Senate Select Committee vetoes regulatory path to portability
The Senate Select Committee enquiring into superannuation has sealed the fate of portability regulations, using its majority report to veto the Government’s decision to pursue a regulatory rather than legislative approach.
Instead the majority report recommends the drafting of legislation to allow portability.
The terms of reference for the Committee’s report were to determine the extent to which portability of superannuation benefits already exists, the role of current and likely future barriers to portability such as exit fees and the viability of a set of draft regulations put forward by the Government.
The tenor of the Senate Committee’s report combined with the statements of both the Federal Labor Party Opposition and the Australian Democrats puts beyond doubt that the Senate will move to disallow the portability regulations later this month.

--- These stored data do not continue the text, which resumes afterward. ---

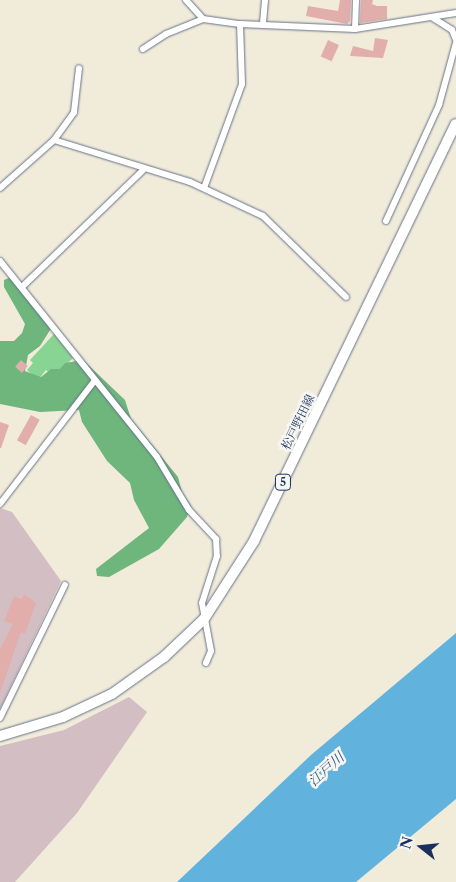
<!DOCTYPE html>
<html>
<head>
<meta charset="utf-8">
<style>
	body { margin:0 }
	#map { position:relative; width:456px; height:882px; overflow:hidden; background:#f1ecda; font-family:"Libre Caslon Text","Noto Serif JP",serif }
	div>[style] { position:absolute }
	[style*='--x'] { left:calc(var(--x)*1px); top:calc(var(--y)*1px); width:calc(var(--w)*1px); rotate:calc(var(--a)*1deg) }
	.industrial>* { inset:0; background:#d2bec3 }
	.green>* { inset:0; background:#88d492 }
	.forest>* { inset:0; background:#6eb67c }
	.water>* { inset:0; background:#61b2dc }
	.building>* { inset:0; background:#e2aeac; transform-origin:0 0 }
	.roads { filter:drop-shadow(0 0 1px #667189) drop-shadow(0 0 1px #667189) }
	.street>* { height:6px; margin:-3px; padding:0 3px; transform-origin:3px; border-radius:3px; background:#fff }
	.primary>* { height:10px; margin:-5px; padding:0 5px; transform-origin:5px; border-radius:5px; background:#fff }
	span { translate:-50% -50%; white-space:nowrap; text-align:center; line-height:1.15; -webkit-text-stroke:5px #f6f6f2; paint-order:stroke }
	.shield-label span { padding:1px 4px; background:#f6f6f2; border:1px solid; border-radius:4px; -webkit-text-stroke-width:0 }
	.shield-label { font-size:11px; color:#1b2f5e; font-weight:700 }
	.street-label { font-size:12px; color:#1b2f5e }
	.water-label { font-size:14px; color:#305684; font-style:italic }
	.north { position:absolute; left:396px; top:822px; width:50px; height:50px; -webkit-text-stroke:4px #f6f6f2; paint-order:stroke; rotate:286deg; font-size:14px; font-weight:700; line-height:20px; text-align:center; color:#1b2f5e }
	.north::after { content:''; display:block; margin:auto; width:18px; height:22px; background:#1b2f5e; clip-path:polygon(50% 0,100% 100%,50% 72%,0 100%) }
</style>
</head>
<body>
<div id="map">
	<div class="industrial">
		<div style="clip-path:polygon(0 508px,12px 512px,61px 581px,0 709px)"></div>
		<div style="clip-path:polygon(129px 697px,147px 712px,77px 813px,15px 882px,0 882px,0 746px,64px 730px)"></div>
	</div>
	<div class="green">
		<div style="clip-path:polygon(54px 334px,73px 358px,54px 377px,46px 370px,38px 380px,27px 370px,33px 363px,30px 360px)"></div>
	</div>
	<div class="forest">
		<div style="clip-path:polygon(11px 277px,52px 327px,40px 346px,28px 355px,25px 371px,41px 377px,51px 369px,60px 369px,65px 363px,83px 360px,125px 400px,131px 419px,178px 477px,182px 492px,191px 506px,187px 517px,159px 549px,109px 577px,97px 576px,96px 569px,149px 528px,134px 500px,130px 483px,107px 461px,82px 422px,79px 410px,40px 412px,0 404px,0 341px,14px 341px,22px 333px,25px 324px,4px 287px,4px 280px)"></div>
	</div>
	<div class="water">
		<div style="clip-path:polygon(456px 633px,456px 799px,356px 882px,177px 882px,311px 755px)"></div>
	</div>
	<div class="building">
		<div style="clip-path:polygon(340px 0,351px 0,350px 21px,347px 24px,306px 16px,308px 6px,338px 11px)"></div>
		<div style="clip-path:polygon(361px 0,373px 0,372px 4px,377px 6px,387px 6px,387px 19px,360px 23px)"></div>
		<div style="clip-path:polygon(375px 38px,388px 40px,383px 58px,350px 56px,353px 46px,373px 51px)"></div>
		<div style="left:328px;top:40px;width:12px;height:18px;rotate:24deg"></div>
		<div style="left:21px;top:360px;width:9px;height:9px;rotate:41deg"></div>
		<div style="left:31px;top:415px;width:10px;height:29px;rotate:29deg"></div>
		<div style="clip-path:polygon(0 422px,9px 425px,1px 448px,0 448px)"></div>
		<div style="clip-path:polygon(24px 594px,36px 603px,25px 634px,21px 632px,0 693px,0 649px,13px 624px,4px 621px,14px 596px,22px 599px)"></div>
	</div>
	<div class="roads">
		<div class="street">
			<div style="--x:186;--y:0;--w:25;--a:48"></div>
			<div style="--x:203;--y:19;--w:37;--a:8"></div>
			<div style="--x:240;--y:24;--w:115;--a:2.5"></div>
			<div style="--x:355;--y:29;--w:102;--a:-9"></div>
			<div style="--x:433;--y:18;--w:22;--a:32"></div>
			<div style="--x:452;--y:30;--w:11;--a:68"></div>
			<div style="--x:263;--y:23;--w:23;--a:-85"></div>
			<div style="--x:355;--y:29;--w:29;--a:-88"></div>
			<div style="--x:143;--y:49;--w:27;--a:-33"></div>
			<div style="--x:166;--y:34;--w:40;--a:-22"></div>
			<div style="--x:54;--y:140;--w:142;--a:17.2"></div>
			<div style="--x:190;--y:182;--w:81;--a:25"></div>
			<div style="--x:263;--y:216;--w:116;--a:44.3"></div>
			<div style="--x:0;--y:188;--w:72;--a:-41.6"></div>
			<div style="--x:54;--y:140;--w:34;--a:-54"></div>
			<div style="--x:74;--y:112;--w:44;--a:-83.5"></div>
			<div style="--x:204;--y:188;--w:111;--a:-69.9"></div>
			<div style="--x:242;--y:84;--w:60;--a:-91.9"></div>
			<div style="--x:386;--y:221;--w:128;--a:-65.4"></div>
			<div style="--x:439;--y:105;--w:64;--a:-74.7"></div>
			<div style="--x:0;--y:261;--w:251;--a:51.3"></div>
			<div style="--x:157;--y:457;--w:62;--a:58.9"></div>
			<div style="--x:189;--y:510;--w:40;--a:47"></div>
			<div style="--x:216;--y:539;--w:17;--a:87"></div>
			<div style="--x:217;--y:556;--w:49;--a:107.7"></div>
			<div style="--x:202;--y:603;--w:49;--a:79.4"></div>
			<div style="--x:211;--y:651;--w:13;--a:113"></div>
			<div style="--x:23;--y:286;--w:168;--a:-44"></div>
			<div style="--x:0;--y:504;--w:156;--a:-52.5"></div>
			<div style="--x:0;--y:718;--w:148;--a:-64"></div>
		</div>
		<div class="primary">
			<div style="--x:0;--y:736;--w:66;--a:-16.8"></div>
			<div style="--x:63;--y:717;--w:54;--a:-25.1"></div>
			<div style="--x:112;--y:694;--w:64;--a:-35.4"></div>
			<div style="--x:164;--y:657;--w:55;--a:-43.5"></div>
			<div style="--x:204;--y:619;--w:93;--a:-57.3"></div>
			<div style="--x:254;--y:541;--w:463;--a:-64.2"></div>
		</div>
	</div>
	<div class="shield-label">
		<span style="left:283px;top:482px">5</span>
	</div>
	<div class="street-label">
		<span style="left:298px;top:422px;rotate:-64deg">松戸野田線</span>
	</div>
	<div class="water-label">
		<span style="left:326px;top:769px;rotate:-42deg">江戸川</span>
	</div>
	<div class="north">N</div>
</div>
</body>
</html>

And the vexing element for Assistant Treasurer, Senator Helen Coonan is that while the majority committee report has broadly condemned the portability regulations she gazetted on July 31, the Committee has supported legislating for broadly similar outcomes.
The majority report makes clear that Senators were unimpressed by the Government’s regulatory move in circumstances where it was imposed within weeks of the Committee Report being tabled.
Further, the tenor of the recommendations indicate that a majority of committee members accepted the thrust of late submissions to the enquiry, suggesting that the Government’s regulatory approach would not achieve all the desired outcomes.